Folklore and festivals  

 
Festival time in Egypt finds everyone outdoors, following processions in the streets, strolling along the Nile, or filling the parks and gardens. Vendors sell snacks and refreshing drinks, and the crowds eagerly pay court to itinerant performances. Wrestlers, dancers and singers all put on open-air shows, happily collecting coins at the end of the performance. A favourite diversion is the mock-battle called El-Tahtib: two men, armed with stout reed staffs, face each other and walk in a circle while swinging the staffs above their heads. It looks like a courtly dance, but each combatant is tingling with alertness, waiting for the opportunity to take a swing at his opponent. A split-second of inattention by one player, and the heavy staff of the other speeds down. But there's time to parry, and the two weapons meet with a resounding thwack. With equally-matched players. El Tahtib becomes a graceful ceremony of smooth movements and mutual respect. By let a wily old master take on a young and inexperienced hot-blood, and the blows fall thick and fast. Strength and agility are less important than experience and alertness , and the old man always ends up teaching the novice a few fine tricks.
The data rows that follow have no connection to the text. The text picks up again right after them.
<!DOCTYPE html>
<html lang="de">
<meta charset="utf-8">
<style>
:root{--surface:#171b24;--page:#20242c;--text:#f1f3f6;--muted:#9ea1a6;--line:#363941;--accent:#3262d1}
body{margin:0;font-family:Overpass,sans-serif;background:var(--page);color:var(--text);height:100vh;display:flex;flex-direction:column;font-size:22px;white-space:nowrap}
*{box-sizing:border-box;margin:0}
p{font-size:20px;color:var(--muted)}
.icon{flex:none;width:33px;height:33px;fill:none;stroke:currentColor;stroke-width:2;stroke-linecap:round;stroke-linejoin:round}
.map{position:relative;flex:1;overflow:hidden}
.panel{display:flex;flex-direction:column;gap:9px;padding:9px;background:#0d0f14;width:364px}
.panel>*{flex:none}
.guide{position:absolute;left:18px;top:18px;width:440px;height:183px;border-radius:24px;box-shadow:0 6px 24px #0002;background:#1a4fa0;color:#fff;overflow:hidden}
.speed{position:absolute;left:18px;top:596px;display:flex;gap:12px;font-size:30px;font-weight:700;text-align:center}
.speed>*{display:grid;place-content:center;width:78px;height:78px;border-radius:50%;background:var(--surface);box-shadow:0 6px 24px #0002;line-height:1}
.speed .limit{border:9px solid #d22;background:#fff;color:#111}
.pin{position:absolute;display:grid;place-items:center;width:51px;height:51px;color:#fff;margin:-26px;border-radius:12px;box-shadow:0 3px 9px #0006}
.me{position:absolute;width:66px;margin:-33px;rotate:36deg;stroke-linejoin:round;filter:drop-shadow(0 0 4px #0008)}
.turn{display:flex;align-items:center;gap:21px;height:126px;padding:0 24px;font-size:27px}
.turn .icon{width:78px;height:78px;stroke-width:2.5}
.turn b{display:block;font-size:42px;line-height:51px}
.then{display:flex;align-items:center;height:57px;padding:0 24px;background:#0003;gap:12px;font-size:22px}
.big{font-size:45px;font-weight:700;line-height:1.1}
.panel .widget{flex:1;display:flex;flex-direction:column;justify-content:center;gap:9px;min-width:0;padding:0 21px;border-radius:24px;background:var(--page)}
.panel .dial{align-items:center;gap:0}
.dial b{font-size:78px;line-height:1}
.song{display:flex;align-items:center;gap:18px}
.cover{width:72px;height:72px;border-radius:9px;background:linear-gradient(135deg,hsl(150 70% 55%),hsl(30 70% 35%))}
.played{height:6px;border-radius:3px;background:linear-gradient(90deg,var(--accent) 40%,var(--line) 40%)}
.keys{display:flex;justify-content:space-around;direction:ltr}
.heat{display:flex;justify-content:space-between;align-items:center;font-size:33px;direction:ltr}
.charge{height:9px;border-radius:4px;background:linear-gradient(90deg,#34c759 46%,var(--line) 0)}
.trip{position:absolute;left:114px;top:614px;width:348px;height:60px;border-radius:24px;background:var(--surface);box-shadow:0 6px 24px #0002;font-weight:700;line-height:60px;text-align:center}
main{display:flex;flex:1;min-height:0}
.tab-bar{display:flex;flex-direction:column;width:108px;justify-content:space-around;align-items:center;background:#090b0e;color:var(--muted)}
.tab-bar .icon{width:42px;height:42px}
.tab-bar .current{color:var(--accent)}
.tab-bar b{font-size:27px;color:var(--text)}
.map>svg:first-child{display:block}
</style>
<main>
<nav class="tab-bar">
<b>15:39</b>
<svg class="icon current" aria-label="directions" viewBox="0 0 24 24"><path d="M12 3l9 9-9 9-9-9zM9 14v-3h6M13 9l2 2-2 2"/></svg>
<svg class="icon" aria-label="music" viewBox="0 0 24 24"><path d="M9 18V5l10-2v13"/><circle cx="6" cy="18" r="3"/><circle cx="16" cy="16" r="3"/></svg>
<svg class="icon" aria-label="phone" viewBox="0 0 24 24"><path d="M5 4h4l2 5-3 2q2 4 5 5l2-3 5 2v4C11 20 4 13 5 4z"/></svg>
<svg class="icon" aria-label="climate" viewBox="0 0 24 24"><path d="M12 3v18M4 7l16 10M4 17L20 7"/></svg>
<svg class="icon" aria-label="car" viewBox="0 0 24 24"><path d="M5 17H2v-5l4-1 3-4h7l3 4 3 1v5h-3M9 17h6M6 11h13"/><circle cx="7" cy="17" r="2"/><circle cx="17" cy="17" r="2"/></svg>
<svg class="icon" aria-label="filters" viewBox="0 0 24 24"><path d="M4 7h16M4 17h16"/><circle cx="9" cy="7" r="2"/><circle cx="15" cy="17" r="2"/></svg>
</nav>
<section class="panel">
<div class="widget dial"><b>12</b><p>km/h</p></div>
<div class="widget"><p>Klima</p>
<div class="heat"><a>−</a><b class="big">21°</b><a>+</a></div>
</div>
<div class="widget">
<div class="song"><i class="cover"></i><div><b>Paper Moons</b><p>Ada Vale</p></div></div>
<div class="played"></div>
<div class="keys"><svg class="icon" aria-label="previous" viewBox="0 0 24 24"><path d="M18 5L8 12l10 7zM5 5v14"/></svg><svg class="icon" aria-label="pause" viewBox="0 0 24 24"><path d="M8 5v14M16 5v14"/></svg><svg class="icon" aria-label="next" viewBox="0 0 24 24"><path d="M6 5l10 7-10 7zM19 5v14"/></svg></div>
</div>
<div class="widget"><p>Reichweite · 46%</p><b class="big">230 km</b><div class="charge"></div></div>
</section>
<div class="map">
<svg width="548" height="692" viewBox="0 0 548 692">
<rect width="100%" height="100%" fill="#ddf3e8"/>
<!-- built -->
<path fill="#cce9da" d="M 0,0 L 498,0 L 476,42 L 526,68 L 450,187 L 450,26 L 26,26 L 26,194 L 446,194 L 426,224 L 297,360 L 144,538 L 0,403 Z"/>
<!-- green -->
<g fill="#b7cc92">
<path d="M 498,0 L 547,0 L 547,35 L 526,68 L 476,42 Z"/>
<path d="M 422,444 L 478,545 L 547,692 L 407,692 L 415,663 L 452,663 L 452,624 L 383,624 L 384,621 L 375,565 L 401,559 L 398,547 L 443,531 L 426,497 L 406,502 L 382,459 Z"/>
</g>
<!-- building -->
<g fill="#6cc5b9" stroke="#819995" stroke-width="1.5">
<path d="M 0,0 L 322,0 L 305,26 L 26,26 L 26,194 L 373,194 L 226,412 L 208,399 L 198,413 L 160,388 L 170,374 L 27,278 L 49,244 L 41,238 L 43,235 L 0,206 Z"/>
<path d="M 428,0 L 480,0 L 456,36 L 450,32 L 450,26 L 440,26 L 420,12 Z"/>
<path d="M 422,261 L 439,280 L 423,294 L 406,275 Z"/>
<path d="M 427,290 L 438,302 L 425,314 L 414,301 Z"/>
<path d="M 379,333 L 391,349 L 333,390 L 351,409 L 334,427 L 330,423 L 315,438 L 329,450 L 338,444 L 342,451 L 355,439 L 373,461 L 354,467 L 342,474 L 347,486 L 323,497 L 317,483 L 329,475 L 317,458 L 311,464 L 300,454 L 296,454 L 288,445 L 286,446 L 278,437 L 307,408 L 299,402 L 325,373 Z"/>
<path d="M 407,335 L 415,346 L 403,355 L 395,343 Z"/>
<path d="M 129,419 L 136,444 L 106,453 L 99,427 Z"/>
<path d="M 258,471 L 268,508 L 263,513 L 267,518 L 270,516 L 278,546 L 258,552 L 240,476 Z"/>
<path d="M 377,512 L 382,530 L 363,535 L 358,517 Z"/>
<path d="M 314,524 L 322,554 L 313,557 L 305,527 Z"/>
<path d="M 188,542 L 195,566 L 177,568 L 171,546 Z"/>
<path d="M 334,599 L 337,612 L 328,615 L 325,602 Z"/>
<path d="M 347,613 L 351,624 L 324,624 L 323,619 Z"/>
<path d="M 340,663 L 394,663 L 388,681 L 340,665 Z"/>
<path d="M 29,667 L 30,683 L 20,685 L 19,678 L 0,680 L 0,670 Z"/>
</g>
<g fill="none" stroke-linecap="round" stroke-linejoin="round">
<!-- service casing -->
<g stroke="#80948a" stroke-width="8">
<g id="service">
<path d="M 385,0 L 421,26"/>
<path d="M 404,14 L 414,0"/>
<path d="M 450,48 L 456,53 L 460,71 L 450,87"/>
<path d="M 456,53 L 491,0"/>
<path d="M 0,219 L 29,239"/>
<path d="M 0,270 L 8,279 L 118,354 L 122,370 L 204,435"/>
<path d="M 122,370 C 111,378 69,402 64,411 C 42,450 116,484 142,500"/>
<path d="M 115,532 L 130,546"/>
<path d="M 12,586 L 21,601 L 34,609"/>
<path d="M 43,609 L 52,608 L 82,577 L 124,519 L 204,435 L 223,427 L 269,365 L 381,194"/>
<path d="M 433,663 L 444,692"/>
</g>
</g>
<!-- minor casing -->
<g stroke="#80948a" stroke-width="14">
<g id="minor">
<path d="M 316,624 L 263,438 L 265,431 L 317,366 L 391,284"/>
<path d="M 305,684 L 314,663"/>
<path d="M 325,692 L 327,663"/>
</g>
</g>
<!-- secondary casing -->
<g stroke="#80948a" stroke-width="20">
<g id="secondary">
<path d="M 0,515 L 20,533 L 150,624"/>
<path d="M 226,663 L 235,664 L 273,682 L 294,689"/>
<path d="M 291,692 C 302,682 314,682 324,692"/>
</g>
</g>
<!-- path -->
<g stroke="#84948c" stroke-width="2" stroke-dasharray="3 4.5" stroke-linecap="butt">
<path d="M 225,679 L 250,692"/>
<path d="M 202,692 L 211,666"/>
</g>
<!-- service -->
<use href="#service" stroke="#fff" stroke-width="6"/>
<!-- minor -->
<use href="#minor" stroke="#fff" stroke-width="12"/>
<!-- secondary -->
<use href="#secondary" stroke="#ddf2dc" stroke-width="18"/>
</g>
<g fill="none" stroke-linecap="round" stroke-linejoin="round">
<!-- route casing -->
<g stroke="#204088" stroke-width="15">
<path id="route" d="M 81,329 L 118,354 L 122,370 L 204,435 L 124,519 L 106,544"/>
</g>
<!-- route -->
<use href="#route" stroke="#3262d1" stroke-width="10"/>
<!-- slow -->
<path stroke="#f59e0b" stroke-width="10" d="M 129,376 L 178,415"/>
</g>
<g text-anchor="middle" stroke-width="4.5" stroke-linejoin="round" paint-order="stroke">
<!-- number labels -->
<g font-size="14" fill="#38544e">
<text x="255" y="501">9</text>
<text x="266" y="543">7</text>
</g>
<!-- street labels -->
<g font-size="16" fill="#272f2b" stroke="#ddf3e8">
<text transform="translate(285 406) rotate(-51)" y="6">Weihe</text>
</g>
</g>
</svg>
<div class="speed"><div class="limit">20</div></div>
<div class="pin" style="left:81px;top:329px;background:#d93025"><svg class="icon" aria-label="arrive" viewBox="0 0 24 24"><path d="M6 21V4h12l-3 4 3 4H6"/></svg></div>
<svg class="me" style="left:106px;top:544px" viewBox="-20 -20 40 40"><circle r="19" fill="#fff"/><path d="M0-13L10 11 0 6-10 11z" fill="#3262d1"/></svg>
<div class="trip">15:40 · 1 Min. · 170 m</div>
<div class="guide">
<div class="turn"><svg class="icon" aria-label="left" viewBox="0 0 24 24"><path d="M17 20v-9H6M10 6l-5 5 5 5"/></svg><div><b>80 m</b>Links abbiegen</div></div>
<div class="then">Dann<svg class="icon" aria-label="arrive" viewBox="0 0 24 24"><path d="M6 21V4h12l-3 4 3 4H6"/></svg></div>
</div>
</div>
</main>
  In Upper Egypt, Nubian folklore and music is very different from the Arabic folklore of Cairo and the Delta. Nubians have their own languages (though most speak Arabic as well), and traditional Nubian music sounds surprisingly Far Eastern in its tonalities and rhythms. All Egyptians are united in the celebration of major Islamic and traditional festivals. The National spring Festival, shemen-Nessim, comes on the Monday following Coptic Easter. It's an excuse for everyone to get outdoors or into boats on the Nile in order to obey an old legend. "He who sniffs the first spring zephyr", so it goes, "will have good health all year". Another major holiday is Muliden-Nabi, the Prophet's Birthday, when a mammoth procession winds through Cairo's streets, imitated by smaller ones in other cities.

  Ramadan is a period of 30 days in the ninth month of the Moslem lunar calendar. During this time, all good Moslems observe strict fasting between the hours of sunrise and sunset. The rules are strict: no food or drink, no smoking or even licking a stamp beginning at first light. Working hours are also reduced. The fast is broken at sunset, and special dishes fill the feast tables for the early evening breakfast meal or iftar. Children pregnant women, travelers and the infirm are exempted from the fast , and everyone else takes advantage of shorter working hours for the convenience of non-Moslem visitors though many stop serving alcoholic drinks, At the end of the holy month comes Ramadan Bairam  (eid el Fitr). A three-day celebration marked by gifts or greeting cards, and visits among friends .

  Perhaps the most sacred of Moslem festivals, Qurban Bairam (Eid el-Adha) comes in the middle of the month of Zu'i-Hegga, when many Moslems make the Hajj, or pilgrimages, to Mecca. The four-day feast commemorates the biblical near sacrifice by Abraham of his son, and Moslem families relive the moment by sacrificing a ram. After the ritual slaughter according to Koranic law, the meat is cooked and a feast is prepared for family and friends, with a generous portion going to the poor.

  August used to be a time of elaborate festivals in Cairo. As the waters of the Nile rose in the annual flood, Nilometres all along the river would be checked and rechecked, and the readings sent off to Cairo by messenger. When the water level reached a certain point, all the canals would be unblocked and the precious water would surge deep into the fields carrying valuable silt to replenish the soil. Now that the Aswan High Dam controls the Nile's flow at an even level all year round, the August festivals have only the faintest echo of their former gaiety and importance. The Cairo film festival was first organized in 1977 and proved a great success. Many countries bring their award-winning films to be shown at some of the best hotels at specific times during one week. The festival is generally held in November.